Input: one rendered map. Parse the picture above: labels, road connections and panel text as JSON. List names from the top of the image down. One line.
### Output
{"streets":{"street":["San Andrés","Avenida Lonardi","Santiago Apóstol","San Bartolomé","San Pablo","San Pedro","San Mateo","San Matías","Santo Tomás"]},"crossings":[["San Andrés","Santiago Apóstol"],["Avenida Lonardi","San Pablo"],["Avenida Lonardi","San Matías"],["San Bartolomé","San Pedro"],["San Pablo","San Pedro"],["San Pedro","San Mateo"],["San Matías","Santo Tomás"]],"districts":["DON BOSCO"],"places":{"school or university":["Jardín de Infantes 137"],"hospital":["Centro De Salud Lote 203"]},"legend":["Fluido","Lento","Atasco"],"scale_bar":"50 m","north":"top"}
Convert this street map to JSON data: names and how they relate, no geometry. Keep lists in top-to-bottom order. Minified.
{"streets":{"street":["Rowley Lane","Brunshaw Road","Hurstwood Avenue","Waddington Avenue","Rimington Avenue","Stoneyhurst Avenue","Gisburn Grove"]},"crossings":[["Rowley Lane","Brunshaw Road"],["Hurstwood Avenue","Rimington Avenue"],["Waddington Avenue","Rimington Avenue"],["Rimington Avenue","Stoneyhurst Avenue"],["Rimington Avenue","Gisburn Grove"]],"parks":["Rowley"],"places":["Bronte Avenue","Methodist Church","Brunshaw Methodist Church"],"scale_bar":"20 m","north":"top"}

...

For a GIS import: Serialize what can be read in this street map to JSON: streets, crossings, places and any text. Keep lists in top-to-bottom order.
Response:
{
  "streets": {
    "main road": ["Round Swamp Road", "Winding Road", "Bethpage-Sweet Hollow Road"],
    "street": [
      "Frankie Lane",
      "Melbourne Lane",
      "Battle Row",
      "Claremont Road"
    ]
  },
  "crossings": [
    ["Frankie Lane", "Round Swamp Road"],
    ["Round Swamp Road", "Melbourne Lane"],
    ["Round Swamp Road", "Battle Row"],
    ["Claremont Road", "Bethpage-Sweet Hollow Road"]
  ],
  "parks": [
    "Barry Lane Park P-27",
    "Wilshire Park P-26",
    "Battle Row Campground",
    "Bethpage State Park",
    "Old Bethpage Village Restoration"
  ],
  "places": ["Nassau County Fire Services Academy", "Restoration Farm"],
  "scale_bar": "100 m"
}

> **What this task involves**
For the word "text", find all matching lines in the entries above and copy them out.

> **Exercise output**
Input: one rendered map. Parse the picture above: labels, road connections and panel text as JSON. List names from the top of the image down. One line.
For a GIS import: Serialize what can be read in this street map to JSON: streets, crossings, places and any text. Keep lists in top-to-bottom order.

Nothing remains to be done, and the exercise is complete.